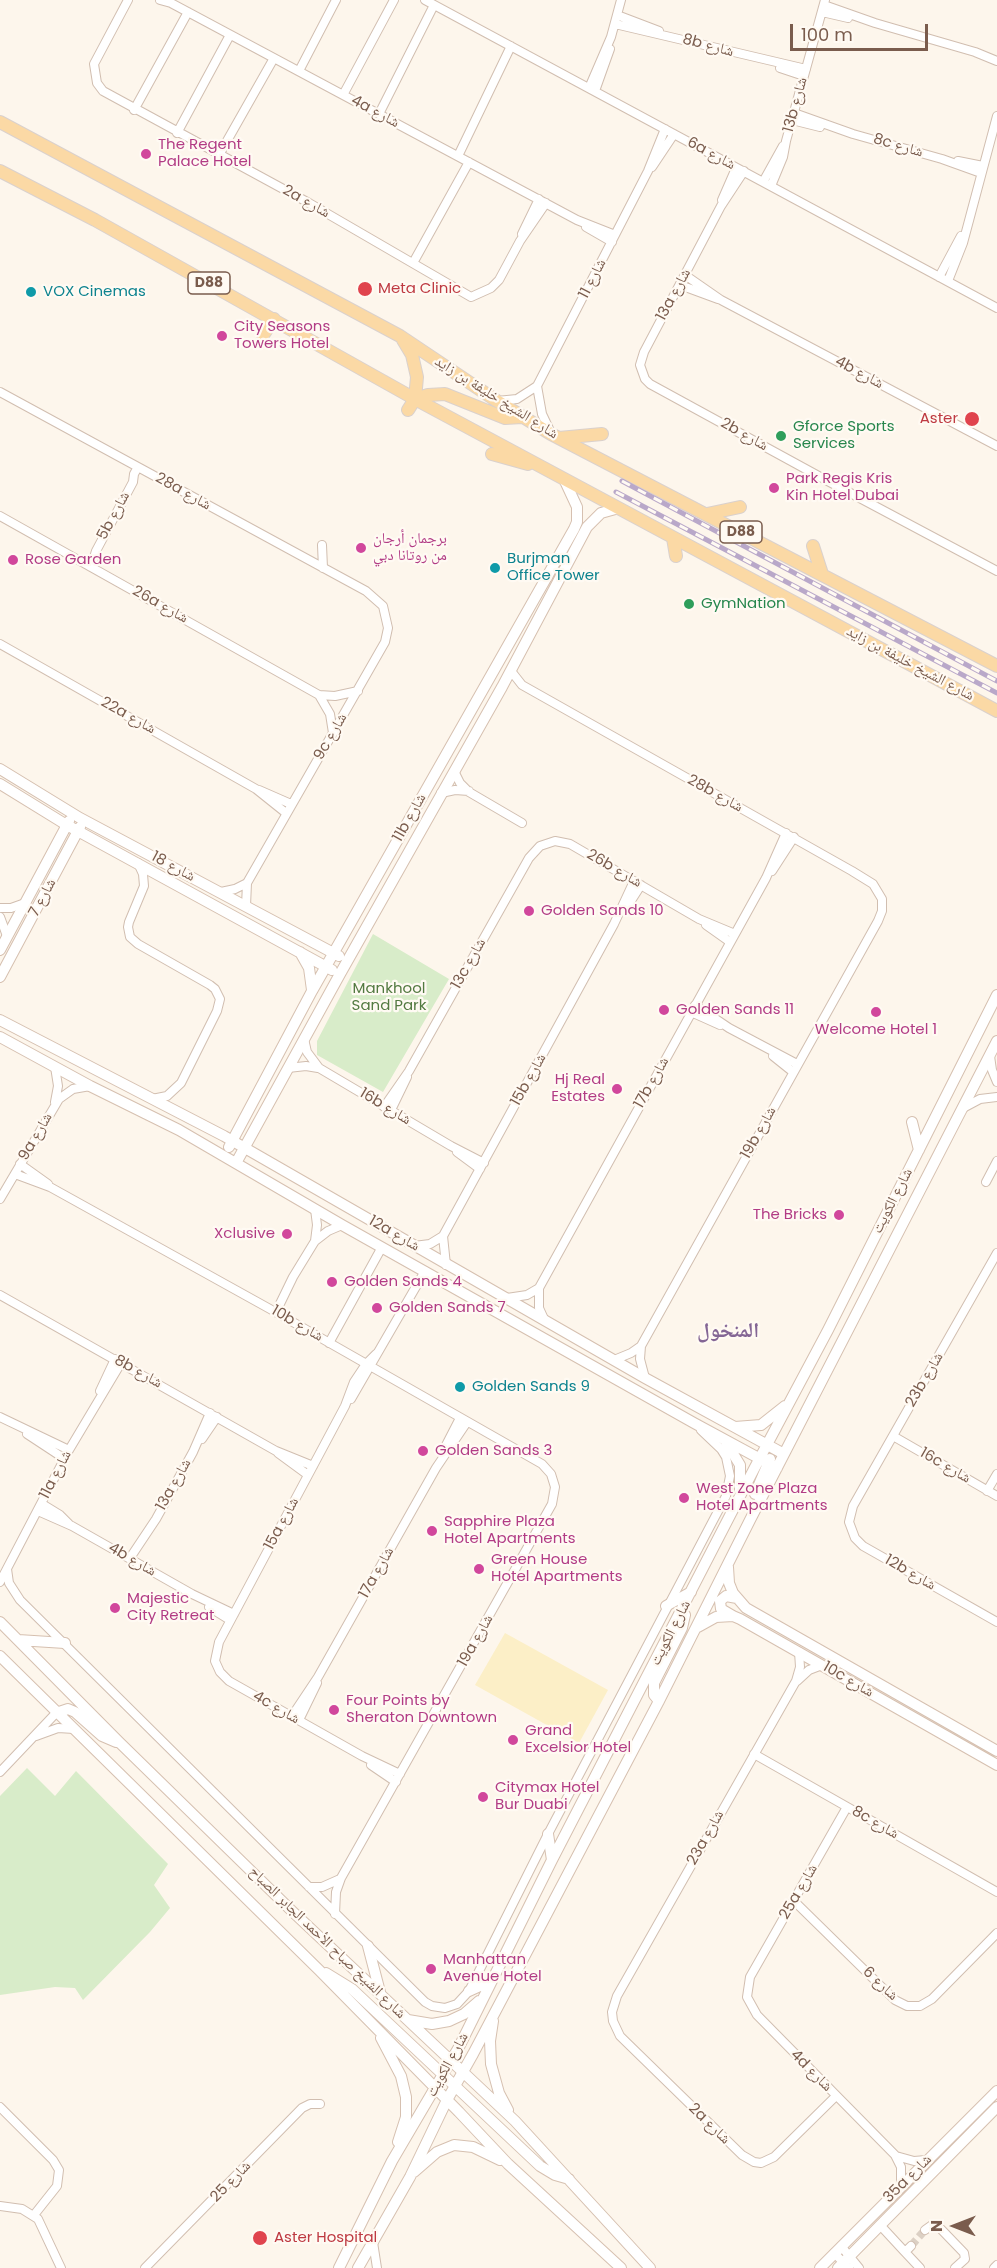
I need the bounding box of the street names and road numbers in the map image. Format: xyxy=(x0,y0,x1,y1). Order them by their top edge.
street label: 8b شارع xyxy=(680,31,736,61)
street label: 13b شارع xyxy=(780,75,812,135)
street label: 4a شارع xyxy=(348,92,402,132)
street label: 8c شارع xyxy=(871,130,925,162)
street label: 6a شارع xyxy=(684,134,738,174)
street label: 2a شارع xyxy=(279,182,333,222)
street label: شارع 11 xyxy=(575,256,611,302)
street label: 13a شارع xyxy=(653,266,695,324)
road number: D88 xyxy=(188,272,230,294)
street label: شارع الشيخ خليفة بن زايد xyxy=(431,353,561,443)
street label: 4b شارع xyxy=(832,353,886,393)
street label: 2b شارع xyxy=(717,415,771,455)
street label: 28a شارع xyxy=(152,469,214,515)
street label: 5b شارع xyxy=(94,489,134,543)
road number: D88 xyxy=(720,521,762,543)
street label: 26a شارع xyxy=(129,582,191,628)
street label: شارع الشيخ خليفة بن زايد xyxy=(843,623,977,705)
street label: 22a شارع xyxy=(97,694,159,738)
street label: 9c شارع xyxy=(310,710,352,764)
street label: 28b شارع xyxy=(684,771,746,817)
street label: 11b شارع xyxy=(389,791,431,845)
street label: 26b شارع xyxy=(583,846,645,892)
street label: شارع 18 xyxy=(148,848,198,886)
street label: شارع 7 xyxy=(25,876,61,920)
street label: 13c شارع xyxy=(448,935,490,993)
street label: 15b شارع xyxy=(507,1051,551,1109)
street label: 17b شارع xyxy=(631,1054,673,1112)
street label: 16b شارع xyxy=(356,1085,414,1129)
street label: 19b شارع xyxy=(737,1104,781,1162)
street label: 9a شارع xyxy=(15,1110,57,1164)
street label: شارع الكويت xyxy=(869,1165,917,1237)
street label: 12a شارع xyxy=(365,1212,423,1256)
street label: 10b شارع xyxy=(268,1302,326,1346)
street label: 23b شارع xyxy=(902,1349,948,1411)
street label: 8b شارع xyxy=(111,1351,165,1393)
street label: 16c شارع xyxy=(916,1444,974,1488)
street label: 11a شارع xyxy=(36,1448,76,1502)
street label: 13a شارع xyxy=(152,1456,196,1514)
street label: 15a شارع xyxy=(261,1495,303,1553)
street label: 4b شارع xyxy=(105,1539,159,1581)
street label: 17a شارع xyxy=(356,1544,398,1602)
street label: 12b شارع xyxy=(881,1551,939,1595)
street label: شارع الكويت xyxy=(647,1597,695,1669)
street label: 19a شارع xyxy=(454,1612,498,1670)
street label: 10c شارع xyxy=(819,1658,877,1702)
street label: 4c شارع xyxy=(249,1687,303,1729)
street label: 8c شارع xyxy=(848,1802,902,1844)
street label: 23a شارع xyxy=(684,1807,728,1869)
street label: 25a شارع xyxy=(776,1861,822,1923)
street label: شارع الشيخ صباح الأحمد الجابر الصباح xyxy=(245,1863,409,2023)
street label: شارع 6 xyxy=(858,1963,902,2005)
street label: شارع الكويت xyxy=(423,2030,473,2100)
street label: 4d شارع xyxy=(786,2046,836,2096)
street label: 2a شارع xyxy=(684,2100,734,2148)
street label: 35a شارع xyxy=(880,2151,936,2207)
street label: شارع 25 xyxy=(207,2158,255,2206)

**Instructions to follow:** Could you repeat the data exactly, omitting its pictures?

**Solution:**
I need the bounding box of the street names and road numbers in the map image. Format: xyxy=(x0,y0,x1,y1). Order them by their top edge.
street label: 8b شارع xyxy=(680,31,736,61)
street label: 13b شارع xyxy=(780,75,812,135)
street label: 4a شارع xyxy=(348,92,402,132)
street label: 8c شارع xyxy=(871,130,925,162)
street label: 6a شارع xyxy=(684,134,738,174)
street label: 2a شارع xyxy=(279,182,333,222)
street label: شارع 11 xyxy=(575,256,611,302)
street label: 13a شارع xyxy=(653,266,695,324)
road number: D88 xyxy=(188,272,230,294)
street label: شارع الشيخ خليفة بن زايد xyxy=(431,353,561,443)
street label: 4b شارع xyxy=(832,353,886,393)
street label: 2b شارع xyxy=(717,415,771,455)
street label: 28a شارع xyxy=(152,469,214,515)
street label: 5b شارع xyxy=(94,489,134,543)
road number: D88 xyxy=(720,521,762,543)
street label: 26a شارع xyxy=(129,582,191,628)
street label: شارع الشيخ خليفة بن زايد xyxy=(843,623,977,705)
street label: 22a شارع xyxy=(97,694,159,738)
street label: 9c شارع xyxy=(310,710,352,764)
street label: 28b شارع xyxy=(684,771,746,817)
street label: 11b شارع xyxy=(389,791,431,845)
street label: 26b شارع xyxy=(583,846,645,892)
street label: شارع 18 xyxy=(148,848,198,886)
street label: شارع 7 xyxy=(25,876,61,920)
street label: 13c شارع xyxy=(448,935,490,993)
street label: 15b شارع xyxy=(507,1051,551,1109)
street label: 17b شارع xyxy=(631,1054,673,1112)
street label: 16b شارع xyxy=(356,1085,414,1129)
street label: 19b شارع xyxy=(737,1104,781,1162)
street label: 9a شارع xyxy=(15,1110,57,1164)
street label: شارع الكويت xyxy=(869,1165,917,1237)
street label: 12a شارع xyxy=(365,1212,423,1256)
street label: 10b شارع xyxy=(268,1302,326,1346)
street label: 23b شارع xyxy=(902,1349,948,1411)
street label: 8b شارع xyxy=(111,1351,165,1393)
street label: 16c شارع xyxy=(916,1444,974,1488)
street label: 11a شارع xyxy=(36,1448,76,1502)
street label: 13a شارع xyxy=(152,1456,196,1514)
street label: 15a شارع xyxy=(261,1495,303,1553)
street label: 4b شارع xyxy=(105,1539,159,1581)
street label: 17a شارع xyxy=(356,1544,398,1602)
street label: 12b شارع xyxy=(881,1551,939,1595)
street label: شارع الكويت xyxy=(647,1597,695,1669)
street label: 19a شارع xyxy=(454,1612,498,1670)
street label: 10c شارع xyxy=(819,1658,877,1702)
street label: 4c شارع xyxy=(249,1687,303,1729)
street label: 8c شارع xyxy=(848,1802,902,1844)
street label: 23a شارع xyxy=(684,1807,728,1869)
street label: 25a شارع xyxy=(776,1861,822,1923)
street label: شارع الشيخ صباح الأحمد الجابر الصباح xyxy=(245,1863,409,2023)
street label: شارع 6 xyxy=(858,1963,902,2005)
street label: شارع الكويت xyxy=(423,2030,473,2100)
street label: 4d شارع xyxy=(786,2046,836,2096)
street label: 2a شارع xyxy=(684,2100,734,2148)
street label: 35a شارع xyxy=(880,2151,936,2207)
street label: شارع 25 xyxy=(207,2158,255,2206)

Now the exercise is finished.